Nach dem Kochen und Abkühlen die Gose für 24-48 Stunden offen vergären lassen. Danach im Fermenter für 2-3 Wochen unter Ausschluss von Sauerstoff ausgären lassen. Das Bier ist nun trinkfertig und wurde früher direkt ohne Spundung aus dem Fass ausgeschenkt. Diese Gose würde man als Beste Krug oder auch Vierpfannenbier bezeichnen und beschreibt die beste Qualität der Goslarschen Gose. Um nun etwas ganz besonderes aus dem Bestekrug zu machen kann man unter Zugabe von Zimt und Wermut einen Frehmtenbestekrug herstellen. Dafür stellt man einen alkoholischen Auszug aus Wermut und Zimt her. Vorsicht ist mit dem Wermut geboten er ist sehr potent im Geschmack und in der Bittere, 5 ml der Essenz reichen schon aus. Mit dem Zimt kann man etwas lockerer umgehen und 30-50 ml Zimtessenz hinzugeben. Am besten ist es sich hierbei vom eigenen Geschmack leiten zu lassen und vorher im kleinen Maßstab auszuprobieren. Normalerweise wurde auch dieses direkt vom Fass getrunken, es gab aber auch Berichte über eine Abfüllung in Steinkrüge um es zu karboniseren.

Vorkriegsgose

Stammwürze: 12° Plato
Bittere: 10 IBU
Alkohol: ~5 %
Maischetemperatur: 65°C
Würzekochdauer: 90 Minuten

Malz:
92% Böhmische Weizen Tennenmalz (Weyermann)
8% Dinkelspelzen

Hopfen:
Hallertau oder Saaz (90 Minuten kochen)

Wasser:
170 mg/l Kochsalz (3,4 g für 20 Liter)

Gewürze:
Mischung aus Gewürzen wie Koriander, Piment, Pfeffer, Zimt, Ingwer, Wermut, Muskatnuss, Thymian, Süßholz entweder als alkoholischen Auszug zur besseren Kontrolle des Aromas oder direkt nach dem Kochen hinzugeben.

Organismen:
Als Mischkultur würde ich folgende Organismen empfehlen:
WLP029 – Kölsch
WLP672 – Lactobacillus brevis
Berliner Weisse Brettanomyces oder WLP645 Brettanomyces Claussenii
Acetobacter Aceti

Beschreibung:
Angären lassen für 1-2 Tage dann direkt auf langhalsige Gose Flaschen abfüllen und dort ausgären lassen. Nach beendigung der Gärung immer mal wieder probieren wie sauer es ist und das Bier im verlauf der Zeit genießen.

Nachkrieg bzw.
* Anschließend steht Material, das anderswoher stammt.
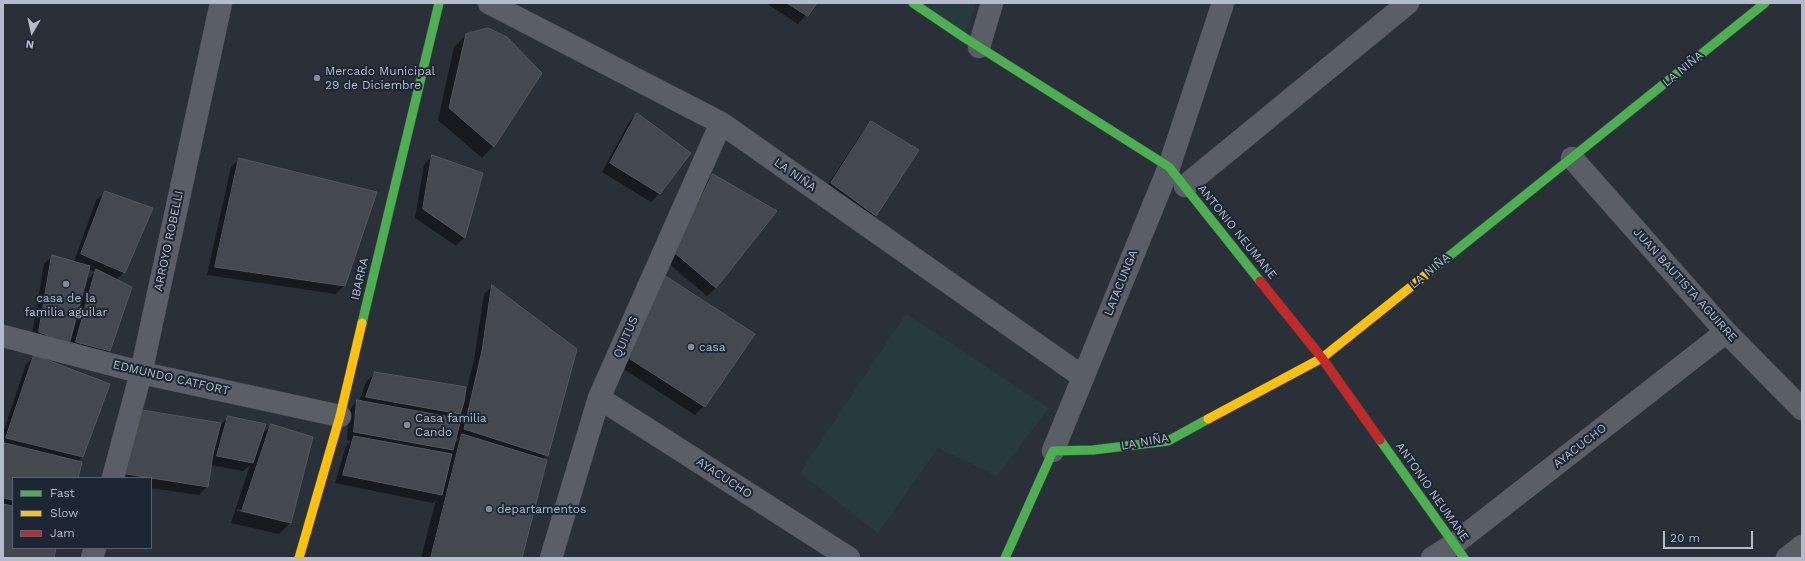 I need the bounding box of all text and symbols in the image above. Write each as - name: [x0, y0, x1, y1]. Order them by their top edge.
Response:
- north arrow: [12, 12, 52, 52]
- text: N: [25, 37, 35, 51]
- street label: LA NIÑA: [1660, 48, 1706, 90]
- place label: Mercado Municipal 29 de Diciembre: [325, 64, 435, 92]
- marker: Mercado Municipal 29 de Diciembre: [312, 73, 322, 83]
- street label: LA NIÑA: [771, 155, 819, 195]
- street label: ANTONIO NEUMANE: [1194, 182, 1280, 282]
- street label: ARROYO ROBELLI: [151, 189, 187, 293]
- street label: JUAN BAUTISTA AGUIRRE: [1630, 225, 1740, 345]
- street label: LATACUNGA: [1101, 248, 1141, 318]
- street label: LA NIÑA: [1407, 250, 1453, 292]
- street label: IBARRA: [348, 256, 372, 302]
- marker: casa de la familia aguilar: [61, 279, 71, 289]
- place label: casa de la familia aguilar: [25, 291, 107, 319]
- street label: QUITUS: [610, 314, 642, 360]
- place label: casa: [699, 340, 726, 354]
- marker: casa: [686, 342, 696, 352]
- street label: EDMUNDO CATFORT: [111, 358, 231, 398]
- place label: Casa familia Cando: [415, 411, 487, 439]
- marker: Casa familia Cando: [402, 420, 412, 430]
- street label: AYACUCHO: [1550, 421, 1610, 471]
- street label: LA NIÑA: [1120, 431, 1170, 453]
- street label: ANTONIO NEUMANE: [1392, 440, 1472, 544]
- street label: AYACUCHO: [693, 455, 755, 501]
- legend: [12, 477, 152, 549]
- text: Fast: [50, 486, 75, 500]
- place label: departamentos: [497, 502, 586, 516]
- marker: departamentos: [484, 504, 494, 514]
- text: Slow: [50, 506, 78, 520]
- scale bar: [1665, 523, 1755, 549]
- text: Jam: [50, 526, 75, 540]
- text: 20 m: [1670, 531, 1700, 545] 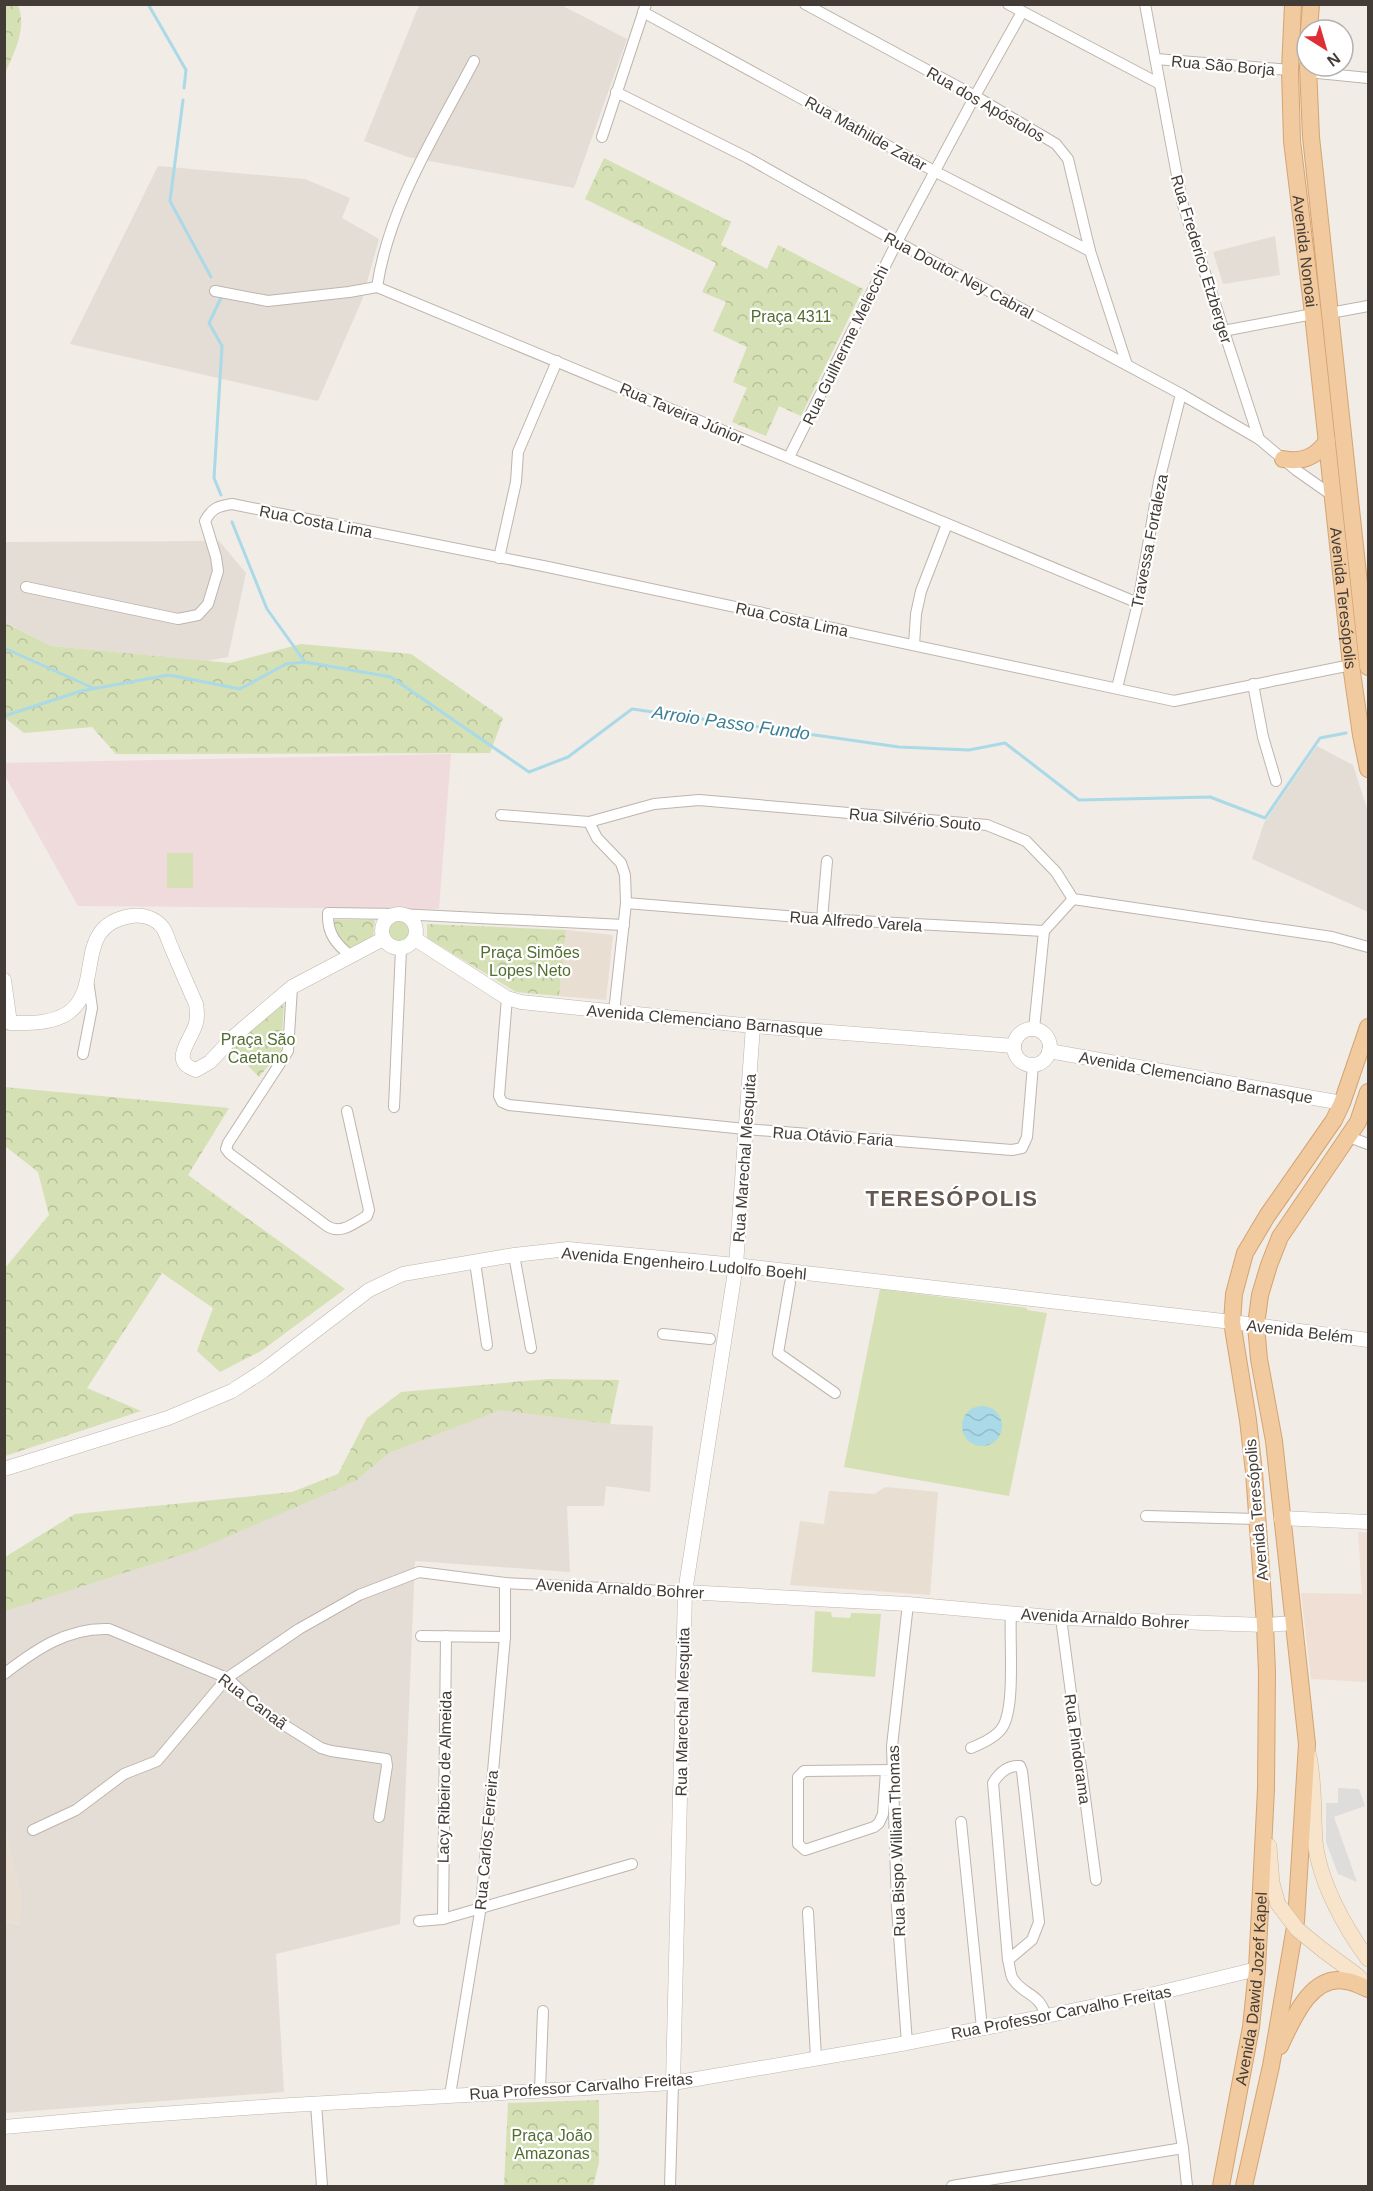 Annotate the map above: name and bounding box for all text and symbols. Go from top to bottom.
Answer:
north arrow [1295,18,1355,78]
text: N [1324,49,1343,70]
street label: Rua São Borja [1170,52,1276,79]
street label: Rua dos Apóstolos [924,64,1048,145]
street label: Rua Mathilde Zatar [802,93,930,174]
street label: Rua Frederico Etzberger [1168,173,1235,346]
street label: Avenida Nonoai [1290,194,1320,308]
street label: Rua Doutor Ney Cabral [881,229,1036,322]
street label: Rua Guilherme Melecchi [799,263,891,428]
park label: Praça 4311 [751,308,831,325]
street label: Rua Taveira Júnior [617,380,747,448]
street label: Travessa Fortaleza [1128,472,1171,610]
street label: Rua Costa Lima [258,502,374,541]
street label: Avenida Teresópolis [1327,526,1359,670]
street label: Rua Costa Lima [734,599,850,640]
water label: Arroio Passo Fundo [650,702,811,744]
street label: Rua Silvério Souto [848,805,982,834]
street label: Rua Alfredo Varela [789,908,923,935]
park label: Praça Simões Lopes Neto [480,944,580,979]
street label: Avenida Clemenciano Barnasque [586,1002,824,1039]
park label: Praça São Caetano [221,1031,295,1066]
street label: Avenida Clemenciano Barnasque [1078,1049,1314,1106]
street label: Rua Marechal Mesquita [730,1073,759,1243]
street label: Rua Otávio Faria [772,1124,894,1149]
district label: TERESÓPOLIS [866,1186,1038,1211]
street label: Avenida Engenheiro Ludolfo Boehl [561,1244,807,1283]
street label: Avenida Belém [1246,1317,1354,1346]
street label: Avenida Teresópolis [1242,1438,1271,1582]
street label: Avenida Arnaldo Bohrer [535,1576,705,1601]
street label: Avenida Arnaldo Bohrer [1020,1606,1190,1631]
street label: Rua Marechal Mesquita [673,1627,692,1797]
street label: Rua Canaã [215,1670,290,1733]
street label: Lacy Ribeiro de Almeida [434,1691,455,1863]
street label: Rua Pindorama [1061,1693,1094,1805]
street label: Rua Bispo William Thomas [885,1745,908,1937]
street label: Rua Carlos Ferreira [472,1769,501,1911]
street label: Avenida Dawid Jozef Kapel [1232,1891,1270,2087]
street label: Rua Professor Carvalho Freitas [949,1983,1173,2042]
street label: Rua Professor Carvalho Freitas [469,2070,693,2103]
park label: Praça João Amazonas [512,2127,593,2162] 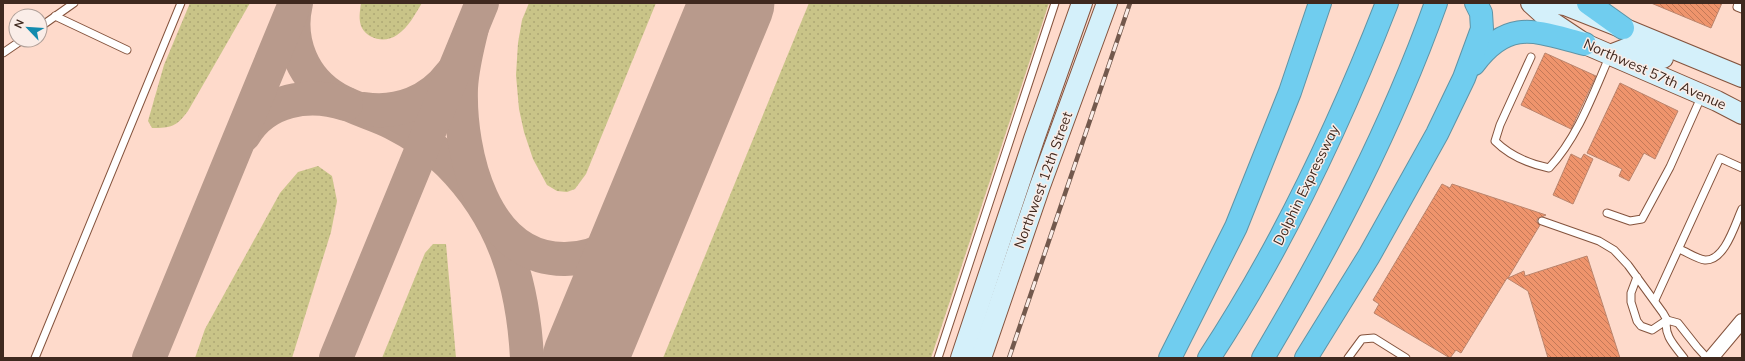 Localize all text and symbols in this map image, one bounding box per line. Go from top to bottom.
north arrow [8,8,48,48]
text: N [11,17,27,30]
street label: Northwest 57th Avenue [1581,34,1729,114]
street label: Northwest 12th Street [1010,109,1076,251]
street label: Dolphin Expressway [1269,121,1343,248] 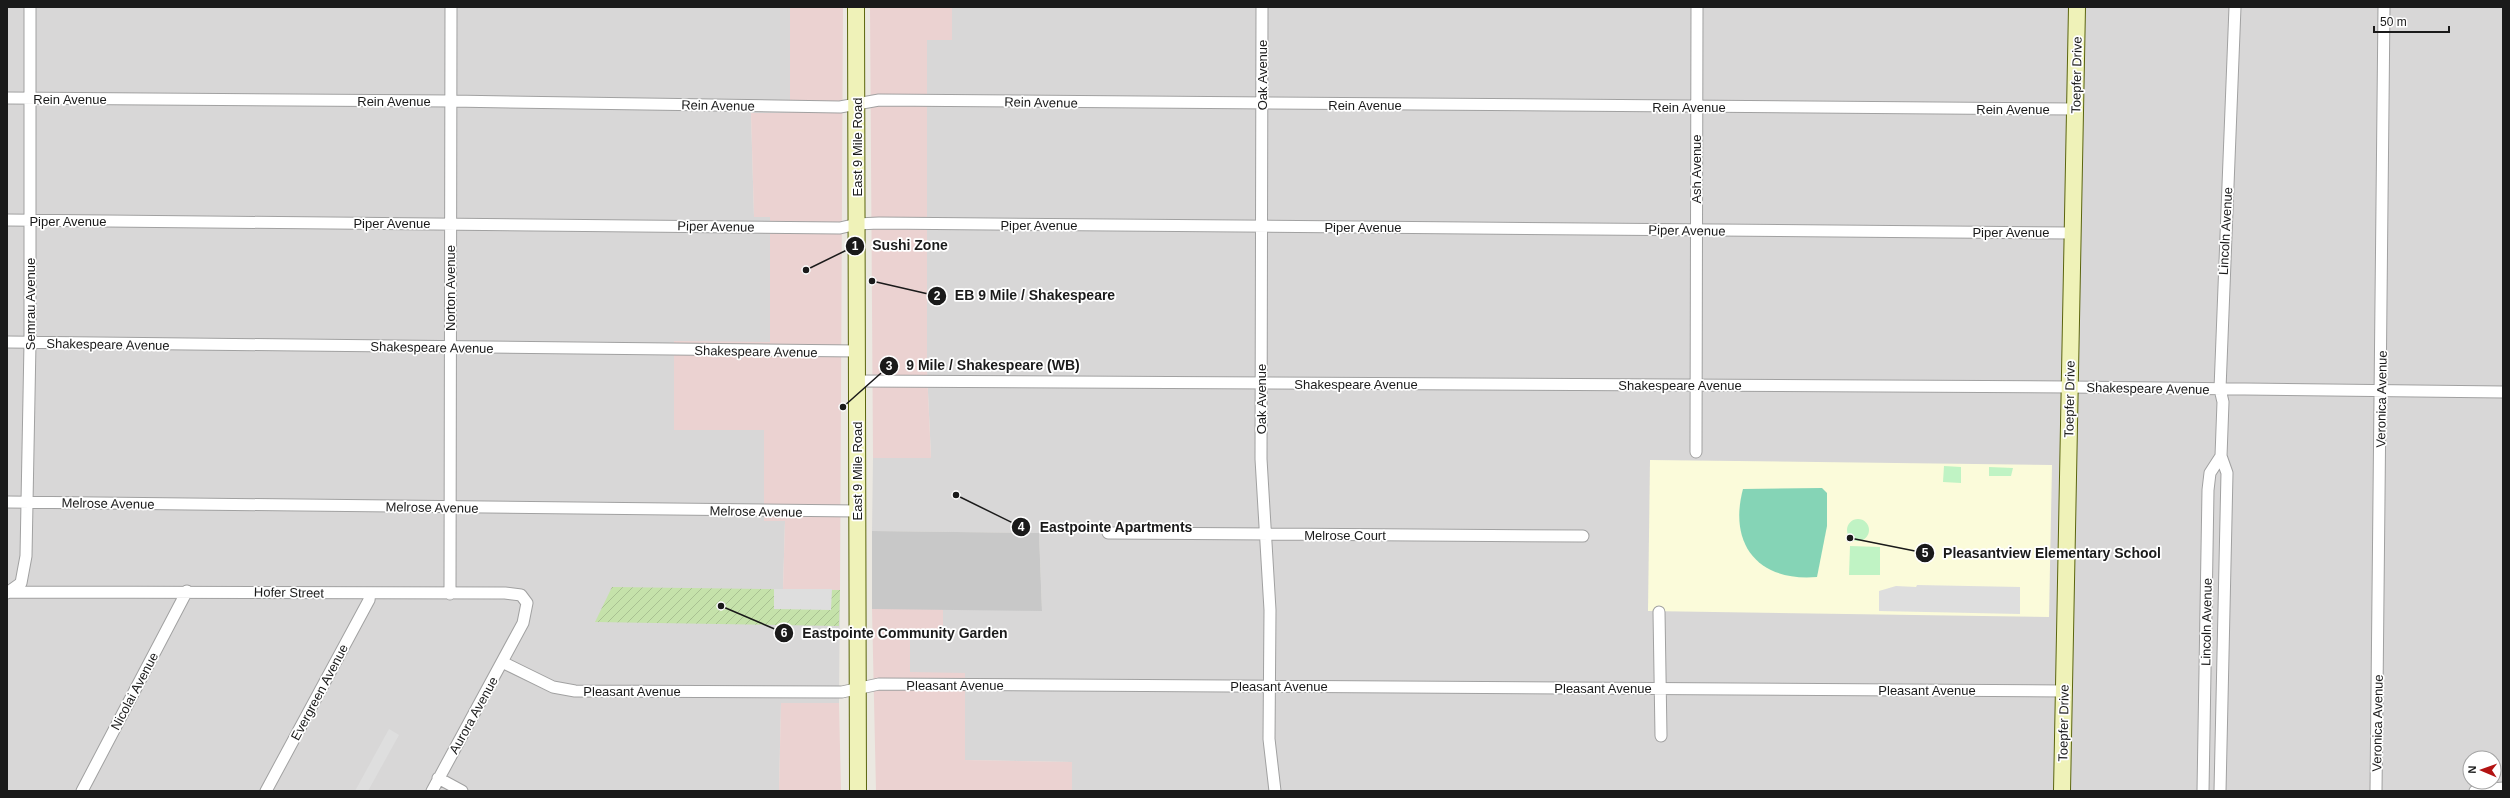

Craft Gose

Stammwürze: ~10° Plato
Bittere: 5 IBU
Alkohol: ~4 %
Maischetemperatur: 65°C
Würzekochdauer: 90 Minuten

Malz:
60 % Weizenmalz
40 % Pilsner Malz

Wasser:
0,4 g/l Kochsalz (8 g für 20 Liter)

Gewürze:
0,8 g/l Koriander in die Hauptgärung (16g für 20 Liter)

Kesselsauern:
Lactobacillus Starter machen nach dieser Anleitung: http://www.milkthefunk.com/wiki/Lactobacillus#Samuel_Aeschlimann.27s_Starter_Procedures
Ich würze als Stamm Plantarum empfehlen (gibt es zum einen als Probiotische Pillen in Amazon oder bei Lallemand).
Nach dem Läutern die Würze für 5 Minuten kochen und auf 35°C (oder das optimum für den jeweiligen Milchsäurestamm) kühlen. Die Würze auf einen pH von 4.5 absenken um den Schaum zu verbessern. Danach den Starter hinzugeben und den Kopfraum mit Co2 fluten. Den Kessel luftdicht mit Frischhaltefolie verschließen. Das ganze für 12-48 Stunden säuern lassen der Ziel pH ist zwischen 3.4 und 3.2. Danach die Würze für 60 Minuten kochen lassen mit Hopfen.